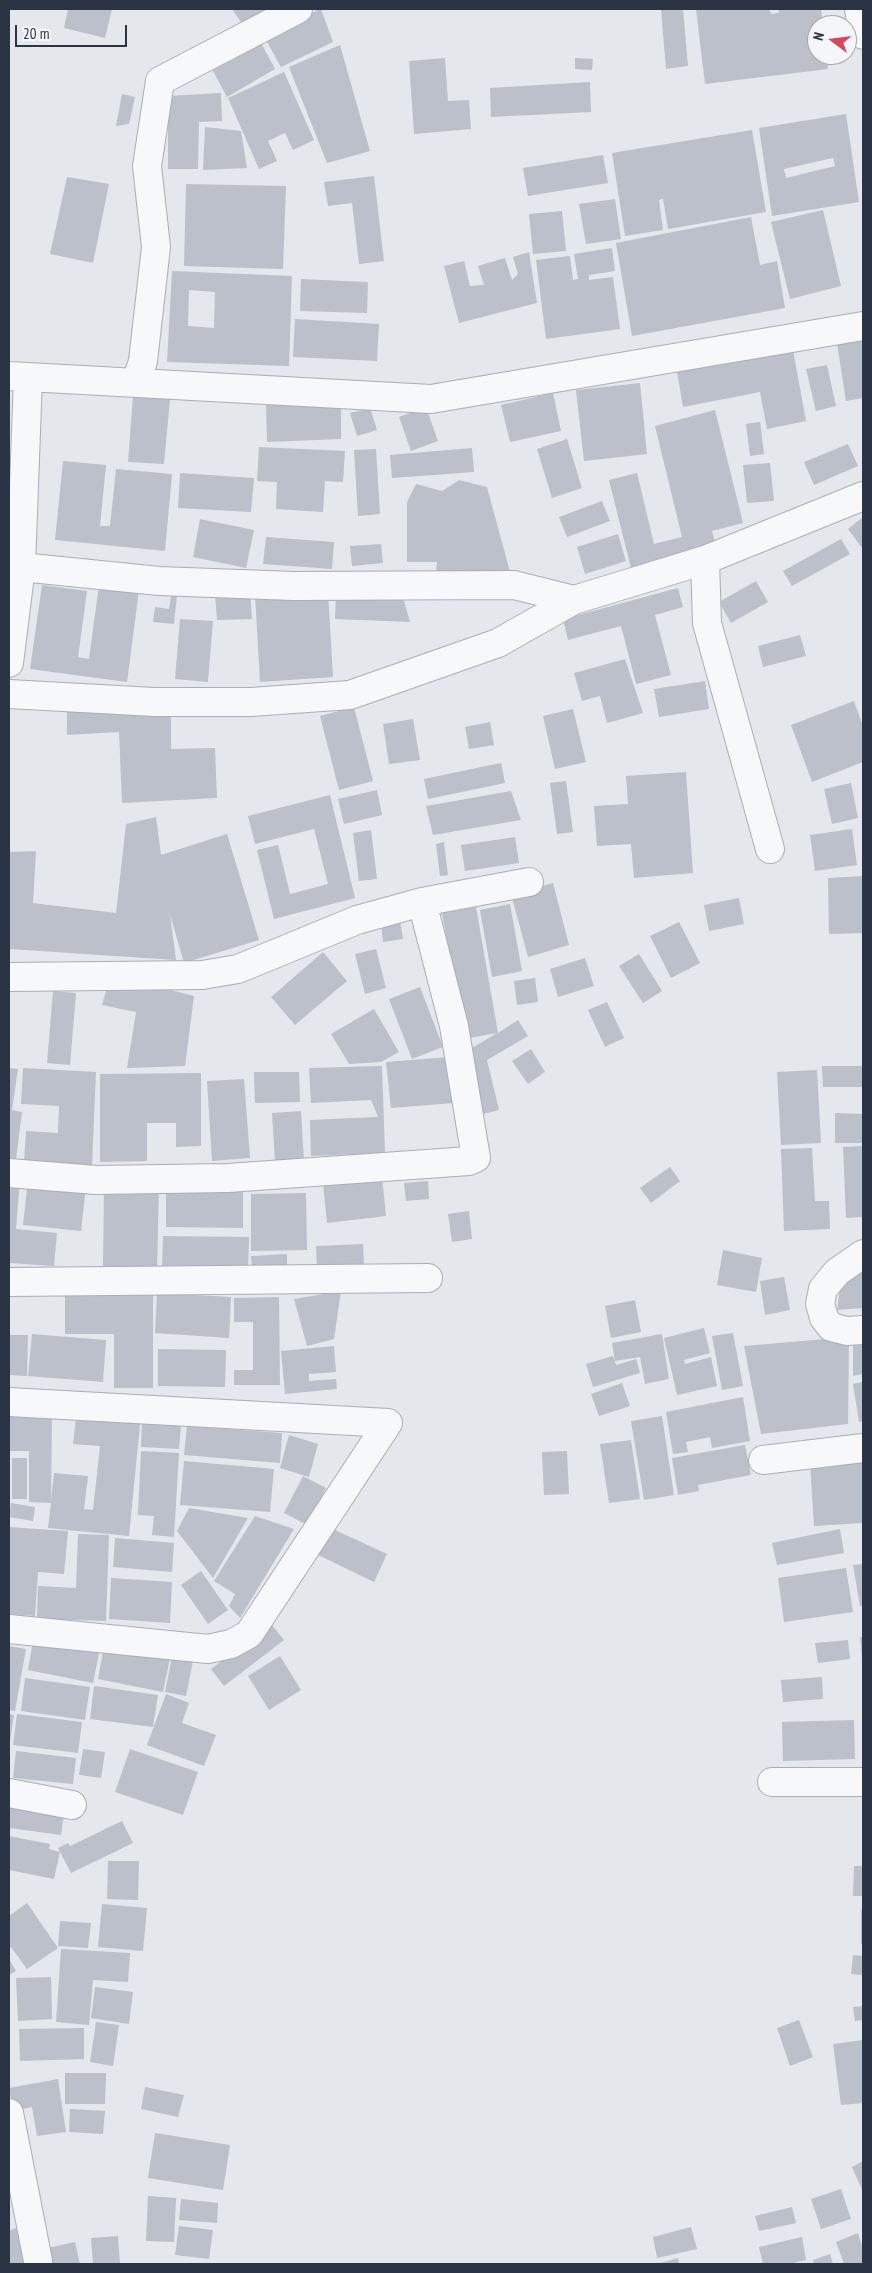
<!DOCTYPE html>
<html>
<head>
<meta charset="utf-8">
<style>
  body { margin:0 }
  #map { position:relative; width:872px; height:2273px; overflow:hidden; background:#e4e7ec; font-family:"PT Sans Narrow",sans-serif }
  canvas { display:block }
  .frame { position:absolute; inset:0; border:10px solid #2b3445; pointer-events:none }
  .north { position:absolute; left:807px; top:15px; width:50px; height:50px; box-sizing:border-box; background:#f4f6f9; border:1px solid #a4a8b1; border-radius:50%; rotate:285deg; font-size:14px; font-weight:700; line-height:20px; text-align:center; color:#2b3445 }
  .north::after { content:''; display:block; margin:auto; width:18px; height:22px; background:#d1495b; clip-path:polygon(50% 0,100% 100%,50% 72%,0 100%) }
  .scale { position:absolute; left:15px; top:25px; width:112px; height:22px; box-sizing:border-box; border:2px solid #2b3445; border-top:0; padding-left:6px; font-size:15px; line-height:18px; white-space:nowrap; color:#2b3445; -webkit-text-stroke:4px #f4f6f9; paint-order:stroke }
</style>
</head>
<body>
<div id="map">
<canvas width="872" height="2273"></canvas>
<div class="frame"></div>
<div class="north">N</div>
<div class="scale">20 m</div>
</div>
<script>
const ctx = document.querySelector('canvas').getContext('2d');
ctx.lineJoin = 'round';
function fill(path, color) { ctx.fillStyle = color; ctx.fill(path, 'evenodd'); }
const shape = rows => new Path2D(rows.map(r => 'M' + r).join(''));
function stroke(path, color, width, dash) { ctx.strokeStyle = color; ctx.lineWidth = width; ctx.lineCap = dash ? 'butt' : 'round'; ctx.setLineDash(dash || []); ctx.stroke(path); }
fill(shape([
  [68,9,112,9,105,38,64,28],
  [232,9,267,9,243,25],
  [319,9,321,9,333,42,281,67,266,40],
  [661,9,683,9,688,66,666,69],
  [696,9,769,9,771,14,779,13,778,9,821,9,823,25,817,25,817,55,827,55,828,69,705,84],
  [260,41,275,69,227,97,212,69],
  [340,45,370,151,327,163,289,67],
  [445,58,448,101,469,100,471,129,414,134,409,61],
  [575,58,593,59,592,70,575,69],
  [284,72,314,140,293,150,285,133,268,141,277,161,259,169,228,98],
  [590,82,591,112,491,117,490,88],
  [221,93,222,121,199,122,198,169,168,169,168,96],
  [122,94,135,97,129,124,116,126],
  [846,114,859,202,772,216,759,128],
  [833,158,835,166,786,178,784,169],
  [205,127,241,131,247,168,203,170],
  [752,130,766,212,668,229,663,199,659,200,663,230,625,236,612,153],
  [603,155,608,183,528,196,523,168],
  [374,176,384,261,359,264,352,203,328,206,324,182],
  [67,177,109,184,93,263,50,254],
  [186,184,286,186,283,269,184,266],
  [615,199,621,239,586,244,579,204],
  [823,210,841,286,790,299,771,222],
  [562,211,566,251,533,254,529,214],
  [751,217,760,265,777,261,785,308,632,336,616,243],
  [612,248,615,271,589,275,589,280,613,277,620,329,546,339,536,260,570,256,573,280,578,279,574,254],
  [529,252,537,303,459,323,444,266,464,261,470,286,484,285,478,266,505,258,512,280,518,274,513,257],
  [172,271,292,276,289,366,167,362],
  [189,290,215,292,214,328,188,326],
  [301,279,368,282,367,313,300,311],
  [295,319,379,324,377,361,293,357],
  [863,339,863,398,846,401,837,343],
  [792,345,806,421,767,429,760,392,683,407,676,366],
  [827,365,836,406,816,411,806,369],
  [640,383,647,454,584,461,576,390],
  [553,393,561,431,510,442,501,405],
  [133,396,170,399,164,464,128,462],
  [341,401,341,439,267,442,266,404],
  [426,407,438,441,411,451,399,417],
  [370,408,377,430,357,436,350,413],
  [715,410,743,523,712,531,717,550,632,572,609,480,637,473,654,544,682,537,655,426],
  [760,422,764,454,750,456,746,424],
  [567,439,582,488,552,498,537,449],
  [848,444,858,466,814,485,804,462],
  [259,447,345,451,343,482,325,481,323,512,276,509,277,482,257,481],
  [472,448,474,472,392,478,390,455],
  [376,449,380,514,358,516,354,450],
  [63,461,106,465,100,526,110,526,116,469,172,474,165,551,55,540],
  [770,463,774,501,747,503,743,465],
  [180,473,254,478,251,512,178,508],
  [459,480,487,487,510,572,436,572,437,562,407,562,407,502,416,484,442,491],
  [602,501,610,521,567,537,559,517],
  [863,517,863,547,862,548,848,529],
  [200,519,254,530,246,568,193,557],
  [618,534,626,561,585,574,577,547],
  [266,537,334,542,332,569,263,564],
  [841,539,850,554,792,586,783,571],
  [381,544,383,563,352,566,350,546],
  [756,581,768,602,731,623,719,602],
  [42,585,87,591,78,657,89,659,99,585,139,590,127,682,30,669],
  [678,588,683,607,655,615,671,675,636,684,621,626,568,640,563,619],
  [172,590,177,595,174,624,153,622,155,607,169,609],
  [250,590,252,619,217,620,215,592],
  [328,591,333,677,260,682,255,595],
  [336,592,402,594,410,622,335,619],
  [180,619,213,621,208,682,175,679],
  [800,635,806,656,763,667,758,646],
  [625,659,643,713,607,723,600,696,582,701,574,673],
  [705,681,709,709,659,717,654,689],
  [854,701,863,726,863,762,812,782,791,725],
  [171,706,171,749,215,748,217,798,122,803,119,732,67,735,67,707],
  [354,707,373,781,339,790,320,716],
  [573,709,586,762,555,769,543,716],
  [413,719,420,760,389,764,383,724],
  [490,722,494,745,469,749,465,727],
  [501,763,505,783,428,799,424,779],
  [686,772,693,873,634,878,631,844,597,846,594,806,628,804,626,776],
  [566,781,573,832,557,834,550,783],
  [851,783,858,818,832,824,824,789],
  [377,790,382,815,344,824,338,799],
  [511,791,521,820,433,835,426,806],
  [330,795,355,898,274,919,257,850,278,845,290,894,328,884,314,829,255,844,248,816],
  [156,817,161,855,227,834,259,940,184,963,170,914,176,960,9,949,10,852,36,851,33,903,116,913,126,824],
  [852,829,857,865,815,871,810,835],
  [371,830,377,879,359,881,353,833],
  [515,837,519,863,465,871,461,845],
  [444,842,448,875,440,876,436,844],
  [863,876,863,933,829,934,828,878],
  [553,883,569,945,528,957,511,894],
  [739,898,744,924,709,931,704,905],
  [510,904,522,971,492,977,480,910],
  [476,907,498,1033,518,1020,528,1036,487,1060,499,1110,483,1114,467,1051,497,1033,464,1039,442,913],
  [400,921,403,939,383,942,381,924],
  [679,922,700,963,671,978,650,936],
  [376,949,386,988,365,994,355,954],
  [323,952,347,981,295,1025,271,997],
  [639,954,662,991,643,1003,619,966],
  [585,958,594,986,558,997,550,969],
  [535,978,538,1002,517,1005,514,981],
  [108,984,162,988,194,996,185,1066,127,1068,136,1012,102,1005],
  [420,987,443,1047,412,1059,389,999],
  [53,991,76,993,70,1065,47,1063],
  [607,1002,624,1038,605,1047,588,1010],
  [374,1009,399,1052,381,1062,349,1064,331,1034],
  [531,1049,545,1072,528,1084,512,1061],
  [450,1057,454,1103,391,1108,386,1062],
  [382,1066,385,1153,311,1156,310,1120,378,1117,371,1100,311,1103,309,1068],
  [822,1066,863,1066,863,1087,823,1087],
  [9,1068,18,1069,12,1110,22,1112,16,1159,9,1158],
  [23,1068,96,1072,92,1166,24,1162,26,1131,58,1133,59,1106,21,1104],
  [817,1070,821,1143,781,1145,777,1072],
  [254,1072,299,1072,300,1102,255,1103],
  [201,1073,201,1146,176,1147,176,1123,147,1123,147,1161,100,1162,100,1074],
  [244,1079,250,1158,212,1161,207,1081],
  [301,1111,304,1160,275,1161,272,1113],
  [835,1113,863,1114,863,1143,835,1143],
  [863,1146,863,1217,846,1218,843,1147],
  [812,1148,815,1201,829,1201,830,1229,784,1231,781,1149],
  [670,1167,680,1181,651,1203,640,1188],
  [382,1177,386,1216,327,1223,323,1183],
  [9,1178,20,1179,16,1229,57,1233,54,1266,9,1263],
  [28,1180,86,1186,81,1231,23,1225],
  [428,1181,429,1199,406,1201,404,1183],
  [166,1183,243,1184,243,1228,166,1227],
  [104,1186,159,1187,157,1270,103,1268],
  [306,1193,307,1250,251,1251,251,1194],
  [469,1211,472,1239,452,1242,448,1214],
  [163,1236,249,1237,248,1271,162,1270],
  [363,1244,364,1268,317,1270,316,1246],
  [723,1250,762,1258,756,1292,717,1285],
  [287,1254,287,1270,252,1272,251,1256],
  [863,1270,863,1308,837,1310,842,1275],
  [784,1277,790,1310,765,1315,760,1281],
  [341,1291,334,1339,307,1346,294,1299],
  [157,1293,231,1297,229,1338,155,1333],
  [65,1295,153,1295,153,1388,114,1388,114,1334,65,1334],
  [279,1297,280,1385,234,1385,234,1370,253,1370,253,1322,234,1322,234,1298],
  [635,1300,641,1332,611,1338,605,1306],
  [704,1328,710,1353,684,1360,685,1364,711,1357,717,1386,677,1395,664,1338],
  [733,1333,743,1386,722,1390,712,1336],
  [32,1334,106,1340,103,1382,28,1376],
  [662,1334,669,1379,645,1384,640,1357,615,1361,612,1343],
  [9,1335,28,1335,27,1376,9,1375],
  [849,1337,848,1424,761,1434,744,1346],
  [863,1337,863,1374,853,1376,853,1339],
  [334,1346,336,1372,309,1374,309,1381,336,1379,337,1389,285,1394,281,1351],
  [158,1349,226,1350,225,1387,158,1386],
  [613,1356,616,1365,636,1359,640,1373,593,1387,586,1364],
  [863,1382,863,1421,859,1422,853,1384],
  [622,1383,630,1406,599,1416,591,1394],
  [743,1397,750,1441,712,1448,710,1437,686,1442,688,1452,673,1454,666,1412],
  [77,1409,141,1415,129,1536,48,1528,51,1503,29,1502,29,1451,10,1451,10,1414,52,1414,51,1501,54,1473,88,1476,84,1509,93,1510,100,1446,73,1444],
  [662,1416,674,1495,644,1500,631,1421],
  [142,1422,181,1424,179,1449,141,1447],
  [187,1426,282,1433,280,1463,184,1455],
  [289,1435,318,1444,309,1477,280,1468],
  [631,1440,640,1499,609,1503,600,1444],
  [745,1445,751,1475,698,1485,699,1491,678,1495,672,1458],
  [141,1451,179,1453,174,1537,152,1535,154,1516,138,1515],
  [567,1451,569,1494,544,1495,542,1452],
  [12,1458,27,1458,27,1499,12,1499],
  [863,1460,863,1523,814,1526,810,1463],
  [184,1461,274,1469,270,1512,180,1505],
  [303,1476,326,1488,307,1525,284,1513],
  [11,1503,35,1507,33,1521,9,1517],
  [189,1508,248,1518,213,1578,177,1531],
  [255,1516,294,1529,240,1618,229,1606,235,1594,214,1581],
  [324,1525,387,1554,374,1582,312,1552],
  [9,1527,68,1531,64,1574,38,1572,35,1616,9,1614],
  [840,1529,844,1553,777,1565,772,1543],
  [78,1534,109,1535,106,1621,37,1619,38,1586,76,1588],
  [115,1538,174,1543,172,1572,113,1567],
  [863,1564,863,1605,860,1606,853,1565],
  [846,1568,853,1612,784,1622,778,1578],
  [201,1571,228,1610,208,1624,181,1585],
  [111,1578,172,1582,170,1623,109,1619],
  [271,1624,284,1640,224,1686,211,1669],
  [860,1637,863,1637,863,1658,862,1658],
  [848,1640,850,1659,818,1663,815,1643],
  [33,1641,99,1653,93,1683,28,1670],
  [105,1641,171,1653,163,1692,98,1679],
  [9,1646,26,1649,15,1711,9,1710],
  [173,1652,194,1656,186,1696,165,1692],
  [280,1656,301,1690,269,1710,248,1676],
  [822,1677,823,1699,783,1702,781,1680],
  [25,1678,90,1687,85,1720,21,1711],
  [94,1686,158,1695,153,1727,90,1719],
  [166,1694,189,1703,182,1723,216,1735,204,1766,147,1745],
  [9,1714,14,1715,10,1742,9,1742],
  [17,1714,82,1722,78,1753,13,1745],
  [854,1720,855,1759,783,1761,782,1722],
  [83,1749,105,1752,101,1778,79,1775],
  [130,1749,198,1772,183,1815,115,1792],
  [16,1751,76,1758,73,1784,13,1778],
  [9,1798,65,1807,61,1835,9,1828],
  [122,1821,133,1843,71,1873,58,1848,68,1843,70,1846],
  [9,1836,50,1844,49,1849,60,1852,54,1879,9,1870],
  [108,1861,139,1861,138,1900,107,1899],
  [854,1866,863,1866,863,1896,853,1896],
  [27,1903,58,1948,27,1969,11,1947,9,1948,9,1916],
  [102,1904,147,1908,143,1951,98,1947],
  [861,1909,863,1909,863,1944,861,1944],
  [60,1921,91,1923,88,1948,58,1946],
  [61,1949,130,1953,128,1982,93,1980,89,2025,56,2022],
  [853,1955,863,1956,863,1975,851,1974],
  [9,1959,16,1971,9,1975],
  [51,1977,52,2019,18,2021,16,1978],
  [95,1987,133,1992,129,2024,91,2018],
  [863,2006,863,2020,855,2021,853,2007],
  [799,2020,813,2057,790,2066,777,2028],
  [96,2022,119,2025,113,2066,90,2062],
  [84,2028,84,2059,20,2061,19,2029],
  [863,2040,863,2103,841,2105,833,2044],
  [65,2073,106,2073,105,2104,65,2104],
  [58,2079,66,2132,37,2136,32,2107,13,2111,9,2088],
  [145,2087,184,2095,178,2117,141,2109],
  [70,2109,105,2111,103,2134,69,2132],
  [155,2133,230,2145,223,2190,148,2178],
  [863,2161,863,2192,852,2167],
  [841,2189,851,2219,821,2229,811,2199],
  [148,2196,176,2198,174,2242,146,2241],
  [181,2199,218,2203,217,2223,179,2220],
  [792,2207,796,2223,759,2231,755,2216],
  [179,2226,213,2230,209,2259,175,2255],
  [691,2227,697,2249,657,2258,653,2237],
  [16,2228,27,2264,9,2264,9,2231],
  [858,2233,863,2249,863,2264,844,2264,836,2242],
  [118,2236,120,2264,93,2264,91,2238],
  [802,2237,806,2260,788,2264,763,2264,759,2247],
  [75,2242,80,2264,51,2264,48,2248],
  [830,2254,833,2264,814,2264,813,2260],
  [678,2258,679,2264,657,2264]
]), '#bbc0ca');
const minor = shape([
  [859,9,863,35],
  [9,376,431,399,863,326],
  [136,383,143,361,156,247,147,166,160,81,298,9],
  [705,560,707,623,770,849],
  [21,567,159,581,293,586,514,585,574,600],
  [9,663,21,567,28,378],
  [9,694,154,702,251,702,350,695,498,643,574,600,705,560,863,496],
  [9,977,202,975,238,969,357,920,422,902,529,882],
  [9,1173,96,1180,228,1178,469,1161,476,1158,454,1026,422,902],
  [863,1254,837,1272,823,1289,820,1304,824,1318,831,1327,847,1331,863,1330],
  [9,1282,428,1278],
  [9,1402,388,1423],
  [763,1460,863,1448],
  [9,1629,208,1649,231,1644,249,1634,388,1423],
  [772,1782,863,1782],
  [9,1793,72,1805],
  [9,2113,38,2261]
]);
stroke(minor, '#a9aeb7', 30);
stroke(minor, '#f7f8fa', 28);
</script>
</body>
</html>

+-------+

Repeat only what runs from the first line of the records above to the line with "content:''; display:block; margin:auto;", both included, word for word, minus the pictures.

<!DOCTYPE html>
<html>
<head>
<meta charset="utf-8">
<style>
  body { margin:0 }
  #map { position:relative; width:872px; height:2273px; overflow:hidden; background:#e4e7ec; font-family:"PT Sans Narrow",sans-serif }
  canvas { display:block }
  .frame { position:absolute; inset:0; border:10px solid #2b3445; pointer-events:none }
  .north { position:absolute; left:807px; top:15px; width:50px; height:50px; box-sizing:border-box; background:#f4f6f9; border:1px solid #a4a8b1; border-radius:50%; rotate:285deg; font-size:14px; font-weight:700; line-height:20px; text-align:center; color:#2b3445 }
  .north::after { content:''; display:block; margin:auto; width:18px; height:22px; background:#d1495b; clip-path:polygon(50% 0,100% 100%,50% 72%,0 100%) }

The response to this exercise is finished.